Data for processing:
^^^^

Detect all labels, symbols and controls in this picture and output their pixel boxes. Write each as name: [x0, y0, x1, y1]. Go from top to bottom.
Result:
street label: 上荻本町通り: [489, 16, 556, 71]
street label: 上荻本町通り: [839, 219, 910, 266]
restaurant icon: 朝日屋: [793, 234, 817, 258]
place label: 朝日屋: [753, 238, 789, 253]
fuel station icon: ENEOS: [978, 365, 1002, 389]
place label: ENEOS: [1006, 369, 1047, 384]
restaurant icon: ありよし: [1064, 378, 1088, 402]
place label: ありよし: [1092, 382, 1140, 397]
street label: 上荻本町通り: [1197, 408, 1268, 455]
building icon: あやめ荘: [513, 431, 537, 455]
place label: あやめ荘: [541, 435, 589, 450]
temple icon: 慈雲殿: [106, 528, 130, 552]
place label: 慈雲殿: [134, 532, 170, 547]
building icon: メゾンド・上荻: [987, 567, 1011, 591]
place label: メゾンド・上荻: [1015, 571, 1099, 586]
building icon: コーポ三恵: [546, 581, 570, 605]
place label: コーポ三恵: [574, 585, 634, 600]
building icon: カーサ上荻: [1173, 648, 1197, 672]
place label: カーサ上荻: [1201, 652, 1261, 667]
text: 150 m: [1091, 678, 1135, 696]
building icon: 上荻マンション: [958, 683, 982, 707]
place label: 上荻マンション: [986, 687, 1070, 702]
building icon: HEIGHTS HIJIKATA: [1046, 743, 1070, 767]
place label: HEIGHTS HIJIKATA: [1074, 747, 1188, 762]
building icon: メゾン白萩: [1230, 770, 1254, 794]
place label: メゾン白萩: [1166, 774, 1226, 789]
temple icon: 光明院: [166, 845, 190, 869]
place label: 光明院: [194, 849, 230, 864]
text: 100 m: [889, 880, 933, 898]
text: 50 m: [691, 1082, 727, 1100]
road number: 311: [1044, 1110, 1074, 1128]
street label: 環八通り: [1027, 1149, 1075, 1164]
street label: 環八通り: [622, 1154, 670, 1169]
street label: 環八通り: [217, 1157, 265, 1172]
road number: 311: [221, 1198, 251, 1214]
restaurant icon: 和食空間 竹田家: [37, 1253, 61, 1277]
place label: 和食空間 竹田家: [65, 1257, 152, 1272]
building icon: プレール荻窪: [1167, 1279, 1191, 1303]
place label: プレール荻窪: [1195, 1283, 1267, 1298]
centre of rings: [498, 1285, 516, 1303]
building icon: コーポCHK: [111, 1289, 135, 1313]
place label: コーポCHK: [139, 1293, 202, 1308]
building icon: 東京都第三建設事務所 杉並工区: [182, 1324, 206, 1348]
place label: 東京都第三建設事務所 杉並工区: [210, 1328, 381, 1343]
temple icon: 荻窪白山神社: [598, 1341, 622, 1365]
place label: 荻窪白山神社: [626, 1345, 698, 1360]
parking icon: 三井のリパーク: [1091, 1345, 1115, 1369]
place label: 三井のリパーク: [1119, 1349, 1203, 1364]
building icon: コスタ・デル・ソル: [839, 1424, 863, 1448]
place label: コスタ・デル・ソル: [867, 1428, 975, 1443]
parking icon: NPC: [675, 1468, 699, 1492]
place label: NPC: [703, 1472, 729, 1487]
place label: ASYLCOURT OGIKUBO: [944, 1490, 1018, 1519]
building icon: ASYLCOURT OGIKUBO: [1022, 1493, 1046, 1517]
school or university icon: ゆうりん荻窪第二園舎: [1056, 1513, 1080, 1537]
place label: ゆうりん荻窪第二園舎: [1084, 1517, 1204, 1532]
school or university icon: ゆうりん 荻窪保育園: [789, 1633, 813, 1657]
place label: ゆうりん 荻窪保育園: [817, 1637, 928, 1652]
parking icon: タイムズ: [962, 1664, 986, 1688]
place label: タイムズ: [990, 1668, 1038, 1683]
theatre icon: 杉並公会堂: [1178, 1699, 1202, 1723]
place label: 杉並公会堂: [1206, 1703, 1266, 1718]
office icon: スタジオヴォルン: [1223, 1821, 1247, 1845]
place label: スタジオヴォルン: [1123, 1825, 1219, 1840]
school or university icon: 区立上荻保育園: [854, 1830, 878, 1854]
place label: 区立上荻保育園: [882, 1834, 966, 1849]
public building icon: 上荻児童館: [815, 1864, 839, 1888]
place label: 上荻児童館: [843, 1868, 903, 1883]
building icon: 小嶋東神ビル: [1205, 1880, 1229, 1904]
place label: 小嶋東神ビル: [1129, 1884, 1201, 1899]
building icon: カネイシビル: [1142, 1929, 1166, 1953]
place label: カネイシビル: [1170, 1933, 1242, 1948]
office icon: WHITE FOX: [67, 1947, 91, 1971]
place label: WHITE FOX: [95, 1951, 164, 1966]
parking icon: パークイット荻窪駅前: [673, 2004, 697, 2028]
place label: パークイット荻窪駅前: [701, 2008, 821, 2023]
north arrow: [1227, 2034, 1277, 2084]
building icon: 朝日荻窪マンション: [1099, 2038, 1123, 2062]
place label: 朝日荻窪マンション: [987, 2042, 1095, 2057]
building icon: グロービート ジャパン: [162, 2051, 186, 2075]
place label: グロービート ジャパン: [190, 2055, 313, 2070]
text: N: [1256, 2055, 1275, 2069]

^^^^

Work required: All lines in the material are to be returned exactly.

Problem solution:
Detect all labels, symbols and controls in this picture and output their pixel boxes. Write each as name: [x0, y0, x1, y1]. Go from top to bottom.
Result:
street label: 上荻本町通り: [489, 16, 556, 71]
street label: 上荻本町通り: [839, 219, 910, 266]
restaurant icon: 朝日屋: [793, 234, 817, 258]
place label: 朝日屋: [753, 238, 789, 253]
fuel station icon: ENEOS: [978, 365, 1002, 389]
place label: ENEOS: [1006, 369, 1047, 384]
restaurant icon: ありよし: [1064, 378, 1088, 402]
place label: ありよし: [1092, 382, 1140, 397]
street label: 上荻本町通り: [1197, 408, 1268, 455]
building icon: あやめ荘: [513, 431, 537, 455]
place label: あやめ荘: [541, 435, 589, 450]
temple icon: 慈雲殿: [106, 528, 130, 552]
place label: 慈雲殿: [134, 532, 170, 547]
building icon: メゾンド・上荻: [987, 567, 1011, 591]
place label: メゾンド・上荻: [1015, 571, 1099, 586]
building icon: コーポ三恵: [546, 581, 570, 605]
place label: コーポ三恵: [574, 585, 634, 600]
building icon: カーサ上荻: [1173, 648, 1197, 672]
place label: カーサ上荻: [1201, 652, 1261, 667]
text: 150 m: [1091, 678, 1135, 696]
building icon: 上荻マンション: [958, 683, 982, 707]
place label: 上荻マンション: [986, 687, 1070, 702]
building icon: HEIGHTS HIJIKATA: [1046, 743, 1070, 767]
place label: HEIGHTS HIJIKATA: [1074, 747, 1188, 762]
building icon: メゾン白萩: [1230, 770, 1254, 794]
place label: メゾン白萩: [1166, 774, 1226, 789]
temple icon: 光明院: [166, 845, 190, 869]
place label: 光明院: [194, 849, 230, 864]
text: 100 m: [889, 880, 933, 898]
text: 50 m: [691, 1082, 727, 1100]
road number: 311: [1044, 1110, 1074, 1128]
street label: 環八通り: [1027, 1149, 1075, 1164]
street label: 環八通り: [622, 1154, 670, 1169]
street label: 環八通り: [217, 1157, 265, 1172]
road number: 311: [221, 1198, 251, 1214]
restaurant icon: 和食空間 竹田家: [37, 1253, 61, 1277]
place label: 和食空間 竹田家: [65, 1257, 152, 1272]
building icon: プレール荻窪: [1167, 1279, 1191, 1303]
place label: プレール荻窪: [1195, 1283, 1267, 1298]
centre of rings: [498, 1285, 516, 1303]
building icon: コーポCHK: [111, 1289, 135, 1313]
place label: コーポCHK: [139, 1293, 202, 1308]
building icon: 東京都第三建設事務所 杉並工区: [182, 1324, 206, 1348]
place label: 東京都第三建設事務所 杉並工区: [210, 1328, 381, 1343]
temple icon: 荻窪白山神社: [598, 1341, 622, 1365]
place label: 荻窪白山神社: [626, 1345, 698, 1360]
parking icon: 三井のリパーク: [1091, 1345, 1115, 1369]
place label: 三井のリパーク: [1119, 1349, 1203, 1364]
building icon: コスタ・デル・ソル: [839, 1424, 863, 1448]
place label: コスタ・デル・ソル: [867, 1428, 975, 1443]
parking icon: NPC: [675, 1468, 699, 1492]
place label: NPC: [703, 1472, 729, 1487]
place label: ASYLCOURT OGIKUBO: [944, 1490, 1018, 1519]
building icon: ASYLCOURT OGIKUBO: [1022, 1493, 1046, 1517]
school or university icon: ゆうりん荻窪第二園舎: [1056, 1513, 1080, 1537]
place label: ゆうりん荻窪第二園舎: [1084, 1517, 1204, 1532]
school or university icon: ゆうりん 荻窪保育園: [789, 1633, 813, 1657]
place label: ゆうりん 荻窪保育園: [817, 1637, 928, 1652]
parking icon: タイムズ: [962, 1664, 986, 1688]
place label: タイムズ: [990, 1668, 1038, 1683]
theatre icon: 杉並公会堂: [1178, 1699, 1202, 1723]
place label: 杉並公会堂: [1206, 1703, 1266, 1718]
office icon: スタジオヴォルン: [1223, 1821, 1247, 1845]
place label: スタジオヴォルン: [1123, 1825, 1219, 1840]
school or university icon: 区立上荻保育園: [854, 1830, 878, 1854]
place label: 区立上荻保育園: [882, 1834, 966, 1849]
public building icon: 上荻児童館: [815, 1864, 839, 1888]
place label: 上荻児童館: [843, 1868, 903, 1883]
building icon: 小嶋東神ビル: [1205, 1880, 1229, 1904]
place label: 小嶋東神ビル: [1129, 1884, 1201, 1899]
building icon: カネイシビル: [1142, 1929, 1166, 1953]
place label: カネイシビル: [1170, 1933, 1242, 1948]
office icon: WHITE FOX: [67, 1947, 91, 1971]
place label: WHITE FOX: [95, 1951, 164, 1966]
parking icon: パークイット荻窪駅前: [673, 2004, 697, 2028]
place label: パークイット荻窪駅前: [701, 2008, 821, 2023]
north arrow: [1227, 2034, 1277, 2084]
building icon: 朝日荻窪マンション: [1099, 2038, 1123, 2062]
place label: 朝日荻窪マンション: [987, 2042, 1095, 2057]
building icon: グロービート ジャパン: [162, 2051, 186, 2075]
place label: グロービート ジャパン: [190, 2055, 313, 2070]
text: N: [1256, 2055, 1275, 2069]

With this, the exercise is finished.